### Exercise description:
Leave the pictures out, and print everything else in the records exactly.

>>>

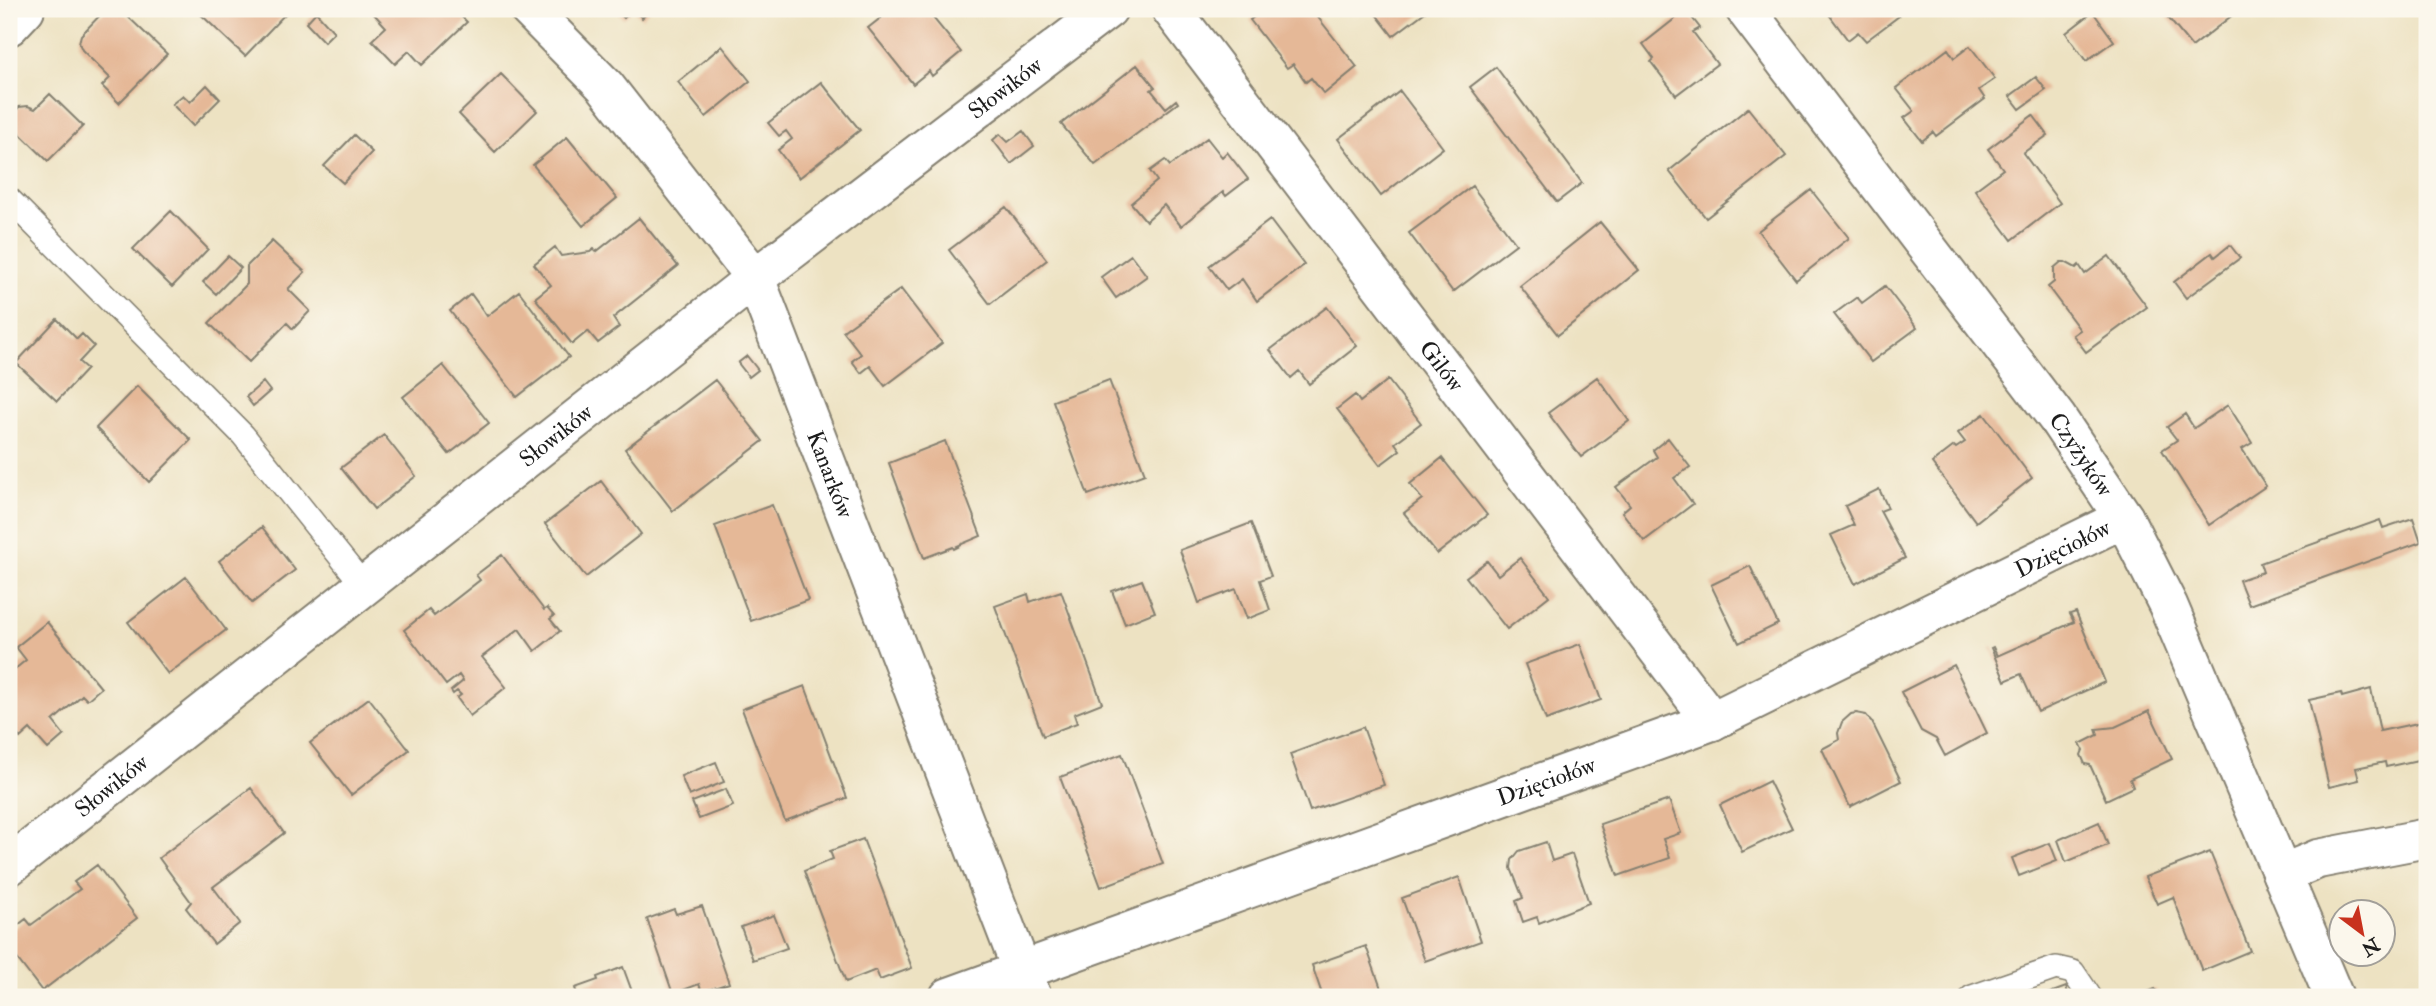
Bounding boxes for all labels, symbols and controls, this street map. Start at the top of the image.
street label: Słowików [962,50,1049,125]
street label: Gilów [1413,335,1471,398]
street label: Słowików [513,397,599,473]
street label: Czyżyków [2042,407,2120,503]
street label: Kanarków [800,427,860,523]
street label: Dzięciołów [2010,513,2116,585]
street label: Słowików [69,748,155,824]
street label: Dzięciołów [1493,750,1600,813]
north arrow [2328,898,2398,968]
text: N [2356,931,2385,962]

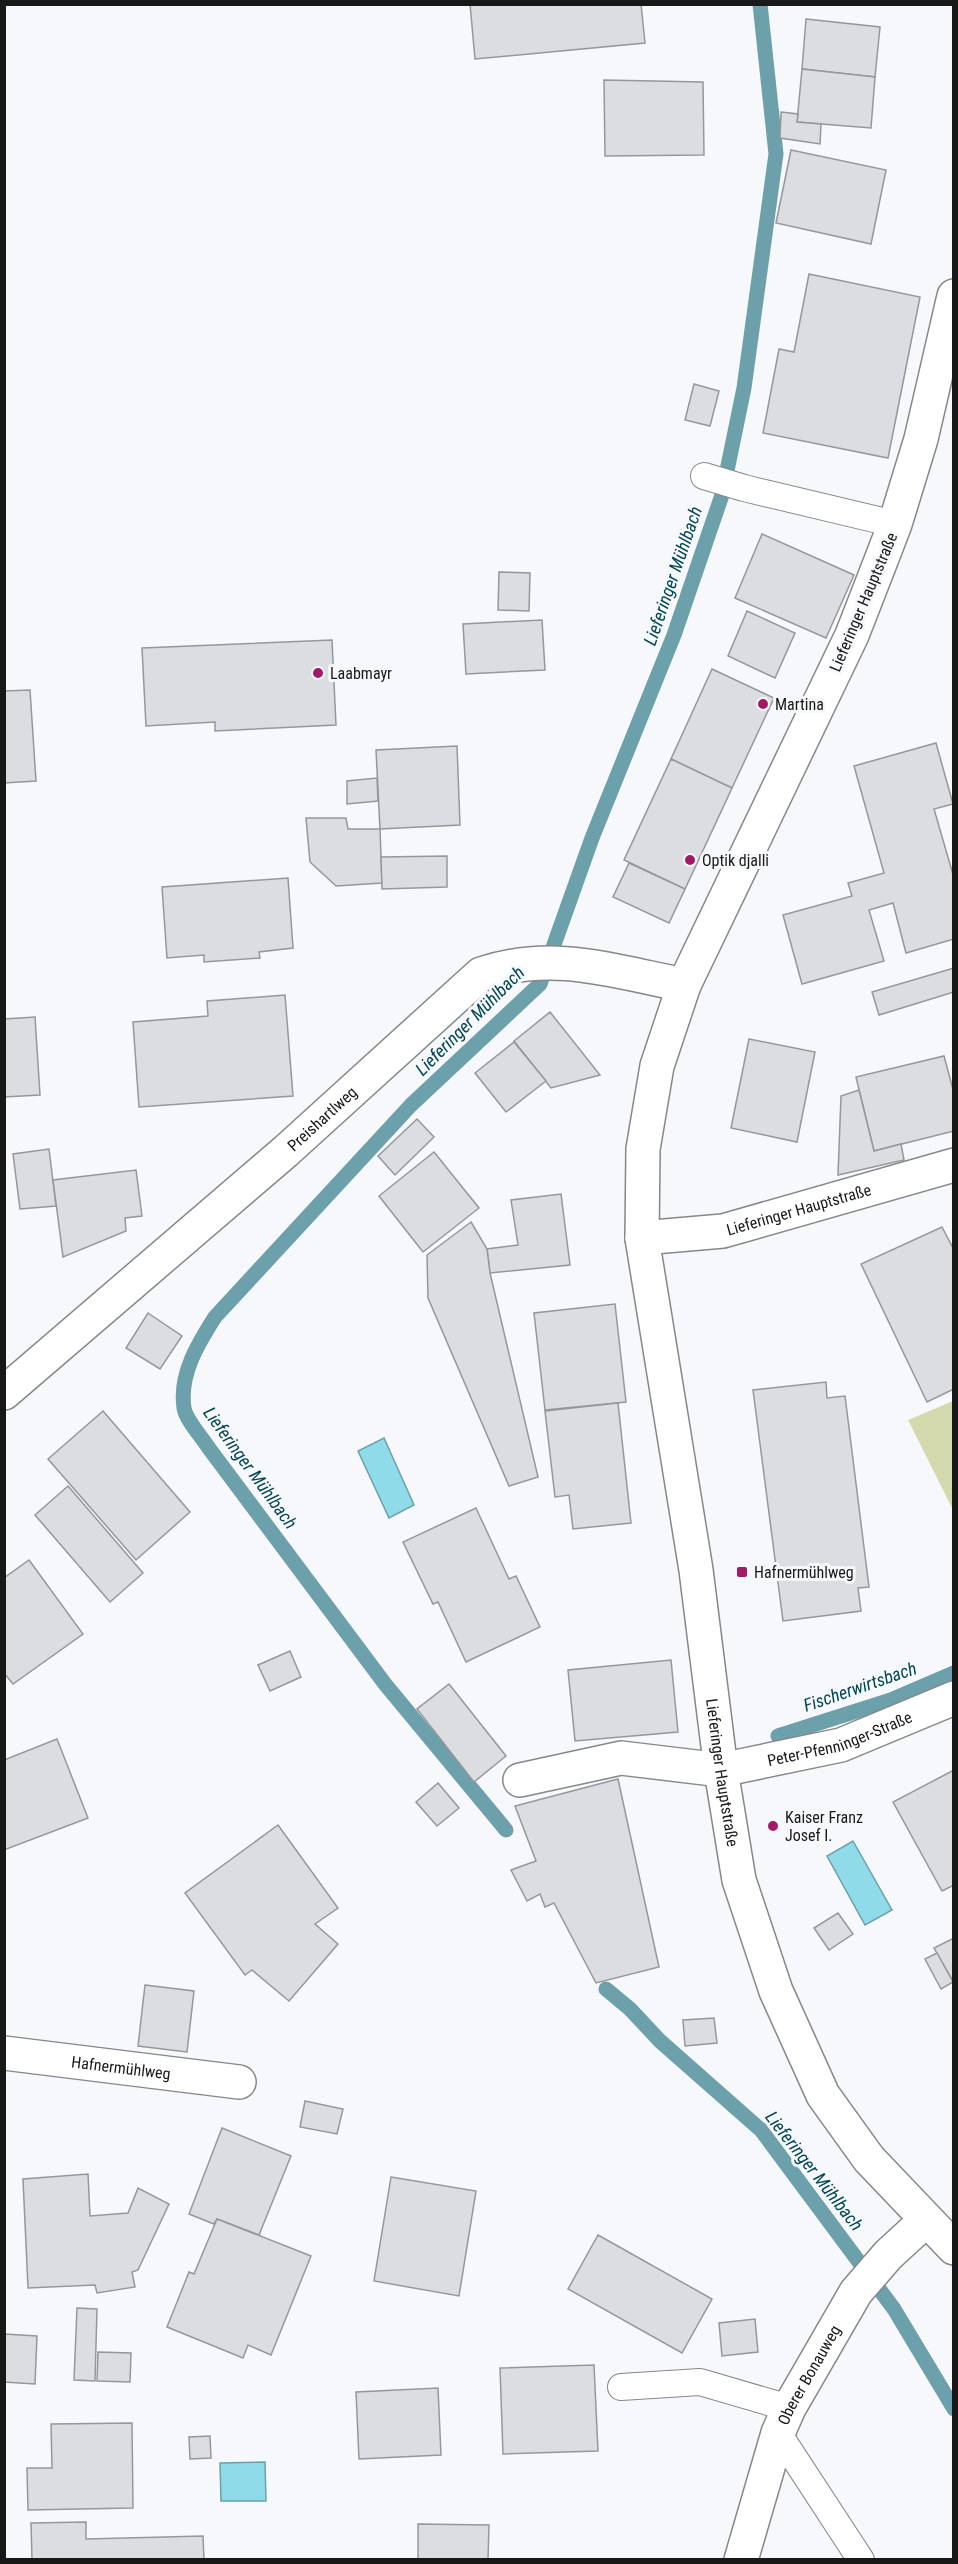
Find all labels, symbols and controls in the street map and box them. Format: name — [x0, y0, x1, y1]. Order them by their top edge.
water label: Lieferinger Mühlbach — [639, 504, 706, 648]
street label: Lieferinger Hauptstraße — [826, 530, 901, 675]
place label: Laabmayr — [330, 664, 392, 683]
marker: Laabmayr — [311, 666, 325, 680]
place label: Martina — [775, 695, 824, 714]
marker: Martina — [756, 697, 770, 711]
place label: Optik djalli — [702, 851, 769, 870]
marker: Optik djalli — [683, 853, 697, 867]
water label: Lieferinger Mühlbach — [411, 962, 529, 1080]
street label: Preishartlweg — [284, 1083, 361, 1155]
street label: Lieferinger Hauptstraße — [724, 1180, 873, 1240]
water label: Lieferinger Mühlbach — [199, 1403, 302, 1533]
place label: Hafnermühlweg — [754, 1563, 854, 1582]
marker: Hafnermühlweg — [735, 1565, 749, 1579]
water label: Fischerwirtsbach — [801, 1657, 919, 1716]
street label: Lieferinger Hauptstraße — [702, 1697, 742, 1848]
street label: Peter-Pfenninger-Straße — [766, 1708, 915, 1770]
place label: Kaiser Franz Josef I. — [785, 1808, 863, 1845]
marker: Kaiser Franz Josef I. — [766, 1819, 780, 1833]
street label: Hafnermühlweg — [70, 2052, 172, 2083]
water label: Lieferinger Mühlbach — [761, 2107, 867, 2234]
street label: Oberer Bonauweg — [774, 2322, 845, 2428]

<<<

### Solved problem:
Bounding boxes for all labels, symbols and controls, this street map. Start at the top of the image.
street label: Słowików [962,50,1049,125]
street label: Gilów [1413,335,1471,398]
street label: Słowików [513,397,599,473]
street label: Czyżyków [2042,407,2120,503]
street label: Kanarków [800,427,860,523]
street label: Dzięciołów [2010,513,2116,585]
street label: Słowików [69,748,155,824]
street label: Dzięciołów [1493,750,1600,813]
north arrow [2328,898,2398,968]
text: N [2356,931,2385,962]

Find all labels, symbols and controls in the street map and box them. Format: name — [x0, y0, x1, y1]. Order them by their top edge.
water label: Lieferinger Mühlbach — [639, 504, 706, 648]
street label: Lieferinger Hauptstraße — [826, 530, 901, 675]
place label: Laabmayr — [330, 664, 392, 683]
marker: Laabmayr — [311, 666, 325, 680]
place label: Martina — [775, 695, 824, 714]
marker: Martina — [756, 697, 770, 711]
place label: Optik djalli — [702, 851, 769, 870]
marker: Optik djalli — [683, 853, 697, 867]
water label: Lieferinger Mühlbach — [411, 962, 529, 1080]
street label: Preishartlweg — [284, 1083, 361, 1155]
street label: Lieferinger Hauptstraße — [724, 1180, 873, 1240]
water label: Lieferinger Mühlbach — [199, 1403, 302, 1533]
place label: Hafnermühlweg — [754, 1563, 854, 1582]
marker: Hafnermühlweg — [735, 1565, 749, 1579]
water label: Fischerwirtsbach — [801, 1657, 919, 1716]
street label: Lieferinger Hauptstraße — [702, 1697, 742, 1848]
street label: Peter-Pfenninger-Straße — [766, 1708, 915, 1770]
place label: Kaiser Franz Josef I. — [785, 1808, 863, 1845]
marker: Kaiser Franz Josef I. — [766, 1819, 780, 1833]
street label: Hafnermühlweg — [70, 2052, 172, 2083]
water label: Lieferinger Mühlbach — [761, 2107, 867, 2234]
street label: Oberer Bonauweg — [774, 2322, 845, 2428]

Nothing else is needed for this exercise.